The Halloween special is considered by fans to be the apex of the series; it's Vasquez getting away with his darkest material right under the noses of the Nickelodeon executives. And it may have ultimately led to the show's cancellation. The unaired "second season" episodes, or those that were finished before production was halted, indicate that Invader ZIM would have become increasingly unhinged and bizarre. They're also, for the most part, not quite as inspired as those from the first season, perhaps because there's a movement away from the subversive, school-based satires into more outlandish tales of other dimensions and planets. Still, the series managed a near-perfect finale: when Vasquez received word that his production was shutting down, he fast-tracked one last "holiday special" from script to animation. "The Most Horrible Christmas Ever" is not as graphic, slimy, or gruesome as his Halloween episode, but it's somehow even more bleak. This was great television, but it also thrived because of its constraints; Vasquez set out to warp young, impressionable minds in the guise of an innocuous children's cartoon. His comic books, in which he's given free reign, are somehow not quite as effective. They lack the impish glee of a school delinquent getting away with a cruel and hilarious prank. The entire series, including the unaired episodes, is available from Media Blasters in three volumes or as a box set. To animation buffs, I give it my highest recommendation.

Dracula: Pages from a Virgin's Diary. This is Canadian filmmaker Guy Maddin turning his vaseline-smeared lens toward a ballet adaptation of Bram Stoker's novel. I wrote about this in my Guy Maddin essay. Worth watching for the scene when Maddin suddenly recaps the entire first quarter of the novel as an action-packed, delirious fever dream, with tabloid title cards ("A Manly Love!" "Fleshpots!").

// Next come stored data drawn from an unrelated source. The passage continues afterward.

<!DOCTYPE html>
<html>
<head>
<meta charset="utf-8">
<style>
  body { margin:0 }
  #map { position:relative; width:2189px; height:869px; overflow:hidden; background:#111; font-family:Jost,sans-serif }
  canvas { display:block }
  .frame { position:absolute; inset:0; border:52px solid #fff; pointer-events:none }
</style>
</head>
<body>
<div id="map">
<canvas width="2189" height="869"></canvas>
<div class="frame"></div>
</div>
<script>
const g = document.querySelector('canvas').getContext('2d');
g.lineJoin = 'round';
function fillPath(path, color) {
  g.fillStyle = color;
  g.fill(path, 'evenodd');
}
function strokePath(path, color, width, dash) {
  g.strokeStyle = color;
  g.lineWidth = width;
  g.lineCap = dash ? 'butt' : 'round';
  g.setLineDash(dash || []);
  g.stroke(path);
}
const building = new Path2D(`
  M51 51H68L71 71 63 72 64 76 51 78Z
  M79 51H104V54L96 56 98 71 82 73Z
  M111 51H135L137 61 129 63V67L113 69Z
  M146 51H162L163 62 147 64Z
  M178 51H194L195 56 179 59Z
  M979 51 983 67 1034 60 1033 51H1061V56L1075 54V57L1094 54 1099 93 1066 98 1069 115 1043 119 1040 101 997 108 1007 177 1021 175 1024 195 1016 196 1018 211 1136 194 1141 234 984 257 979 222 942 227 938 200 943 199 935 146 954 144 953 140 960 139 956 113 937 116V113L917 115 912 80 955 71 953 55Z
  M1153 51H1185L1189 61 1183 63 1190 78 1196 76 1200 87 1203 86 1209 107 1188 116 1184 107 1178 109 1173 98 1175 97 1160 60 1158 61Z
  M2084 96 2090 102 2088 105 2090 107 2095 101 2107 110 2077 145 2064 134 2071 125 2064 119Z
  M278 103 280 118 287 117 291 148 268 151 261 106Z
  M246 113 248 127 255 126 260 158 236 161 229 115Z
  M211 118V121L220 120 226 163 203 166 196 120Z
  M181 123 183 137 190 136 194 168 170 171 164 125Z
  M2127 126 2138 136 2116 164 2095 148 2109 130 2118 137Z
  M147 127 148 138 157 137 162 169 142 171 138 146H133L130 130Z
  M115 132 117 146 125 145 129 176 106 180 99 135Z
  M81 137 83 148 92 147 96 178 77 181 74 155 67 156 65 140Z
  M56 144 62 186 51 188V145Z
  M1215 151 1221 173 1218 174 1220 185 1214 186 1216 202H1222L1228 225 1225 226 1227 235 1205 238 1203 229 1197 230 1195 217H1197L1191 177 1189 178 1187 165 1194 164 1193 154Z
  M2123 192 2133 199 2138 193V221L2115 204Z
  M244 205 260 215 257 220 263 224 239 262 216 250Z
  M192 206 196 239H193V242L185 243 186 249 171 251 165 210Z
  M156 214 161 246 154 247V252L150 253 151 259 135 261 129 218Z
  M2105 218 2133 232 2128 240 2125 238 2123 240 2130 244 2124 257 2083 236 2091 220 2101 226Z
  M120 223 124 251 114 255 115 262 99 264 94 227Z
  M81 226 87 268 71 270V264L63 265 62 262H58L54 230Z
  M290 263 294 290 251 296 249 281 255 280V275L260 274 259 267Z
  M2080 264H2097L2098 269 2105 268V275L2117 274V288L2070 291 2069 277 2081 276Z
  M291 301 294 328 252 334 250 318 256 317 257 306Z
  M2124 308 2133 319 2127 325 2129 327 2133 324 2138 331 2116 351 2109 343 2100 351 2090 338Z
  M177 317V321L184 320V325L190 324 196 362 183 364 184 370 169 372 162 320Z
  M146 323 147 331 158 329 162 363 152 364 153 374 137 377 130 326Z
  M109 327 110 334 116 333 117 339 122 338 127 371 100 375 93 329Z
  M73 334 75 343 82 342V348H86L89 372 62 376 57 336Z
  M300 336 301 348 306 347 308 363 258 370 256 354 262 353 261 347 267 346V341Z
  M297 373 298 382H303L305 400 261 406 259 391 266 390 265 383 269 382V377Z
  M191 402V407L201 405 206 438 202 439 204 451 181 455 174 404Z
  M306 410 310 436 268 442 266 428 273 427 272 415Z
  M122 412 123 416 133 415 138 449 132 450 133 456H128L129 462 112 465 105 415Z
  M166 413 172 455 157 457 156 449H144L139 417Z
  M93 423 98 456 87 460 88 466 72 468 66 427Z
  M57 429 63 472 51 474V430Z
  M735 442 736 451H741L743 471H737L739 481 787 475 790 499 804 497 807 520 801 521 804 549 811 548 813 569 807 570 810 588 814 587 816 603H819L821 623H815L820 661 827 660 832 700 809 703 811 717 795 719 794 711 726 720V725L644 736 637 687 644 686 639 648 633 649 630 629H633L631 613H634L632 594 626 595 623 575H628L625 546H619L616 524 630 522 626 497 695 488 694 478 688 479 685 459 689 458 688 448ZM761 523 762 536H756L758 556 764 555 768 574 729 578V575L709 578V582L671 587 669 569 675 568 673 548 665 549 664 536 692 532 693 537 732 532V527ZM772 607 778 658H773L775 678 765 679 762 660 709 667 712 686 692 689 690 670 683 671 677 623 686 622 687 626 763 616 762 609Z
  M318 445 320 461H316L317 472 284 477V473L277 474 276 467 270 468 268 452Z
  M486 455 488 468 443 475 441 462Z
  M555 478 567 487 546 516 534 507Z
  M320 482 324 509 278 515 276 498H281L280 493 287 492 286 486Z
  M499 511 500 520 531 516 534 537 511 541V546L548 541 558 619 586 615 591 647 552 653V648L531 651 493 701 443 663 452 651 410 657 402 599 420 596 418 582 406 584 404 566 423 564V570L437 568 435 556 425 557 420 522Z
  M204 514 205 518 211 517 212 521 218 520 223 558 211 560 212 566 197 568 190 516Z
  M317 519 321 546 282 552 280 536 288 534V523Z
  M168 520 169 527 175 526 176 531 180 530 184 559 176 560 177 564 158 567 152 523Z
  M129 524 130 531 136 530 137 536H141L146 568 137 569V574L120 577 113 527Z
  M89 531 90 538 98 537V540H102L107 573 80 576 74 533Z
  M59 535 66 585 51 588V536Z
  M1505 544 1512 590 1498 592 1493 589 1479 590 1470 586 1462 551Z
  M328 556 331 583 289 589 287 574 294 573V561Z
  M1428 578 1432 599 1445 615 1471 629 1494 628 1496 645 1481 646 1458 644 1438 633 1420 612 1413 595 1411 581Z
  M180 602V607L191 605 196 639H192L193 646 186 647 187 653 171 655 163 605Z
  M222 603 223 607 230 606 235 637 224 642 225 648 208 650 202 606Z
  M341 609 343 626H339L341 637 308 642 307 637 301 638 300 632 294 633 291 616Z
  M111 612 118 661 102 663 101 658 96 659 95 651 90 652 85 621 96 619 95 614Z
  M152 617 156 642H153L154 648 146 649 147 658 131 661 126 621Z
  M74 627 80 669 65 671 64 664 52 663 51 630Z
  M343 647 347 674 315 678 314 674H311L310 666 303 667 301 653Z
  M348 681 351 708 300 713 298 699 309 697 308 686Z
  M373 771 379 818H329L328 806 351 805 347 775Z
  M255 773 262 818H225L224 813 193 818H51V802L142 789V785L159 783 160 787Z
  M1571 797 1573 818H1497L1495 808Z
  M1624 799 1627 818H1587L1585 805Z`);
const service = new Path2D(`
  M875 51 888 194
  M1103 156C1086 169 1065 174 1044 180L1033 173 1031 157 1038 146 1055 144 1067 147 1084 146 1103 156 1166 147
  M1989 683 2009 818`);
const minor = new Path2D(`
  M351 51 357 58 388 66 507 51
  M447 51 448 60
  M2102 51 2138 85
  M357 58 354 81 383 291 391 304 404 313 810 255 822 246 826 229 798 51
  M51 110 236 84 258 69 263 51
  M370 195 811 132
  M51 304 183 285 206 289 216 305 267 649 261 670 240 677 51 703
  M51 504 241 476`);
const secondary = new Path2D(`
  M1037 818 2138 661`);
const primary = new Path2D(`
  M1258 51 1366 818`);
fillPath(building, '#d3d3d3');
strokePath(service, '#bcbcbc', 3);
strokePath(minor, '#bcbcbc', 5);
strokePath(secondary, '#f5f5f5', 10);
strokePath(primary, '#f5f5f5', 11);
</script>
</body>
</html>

Carnival of Souls. This might be turning into my Halloween perennial. I first saw this a couple years ago, and was startled to discover that it was shot in and around the decaying Saltair resort in Salt Lake City, Utah. When I lived in SLC, this was always a fun place to take visitors, since it's a decrepit, castle-like building with Turkish minarets, empty except for a gift shop that sells salt water taffy, and sitting at the edge of the putrescent Great Salt Lake. It seems to be a haunted place (in its heyday, it was a lavish spa and amusement park), and in Carnival of Souls it is literally haunted--by pale-faced ghouls who dance in the vast ballroom to a stuttering organ music. Mary Henry (Candace Hilligoss), recovering from a car accident which killed her fellow passengers, takes up a job as a church organist in Salt Lake City, despite the fact that she's an atheist. She has recurring visions of a creepy phantom--first as a face outside her car window while she drives past Saltair, then as a full-bodied specter who doggedly follows her through the city and up to her apartment door. She becomes fascinated by Saltair (or "the pavilion," as they call it here) and drawn to it despite, or because of, the ghosts that live there. Released in the public domain, the film is available in a variety of cheap sources, but I'd advise springing for the 2-disc deluxe version from the Criterion Collection. This is a fascinating, bizarre film, imperfectly acted, but mesmerizing and one-of-a-kind. Like the best haunted-house films, the film itself is haunted.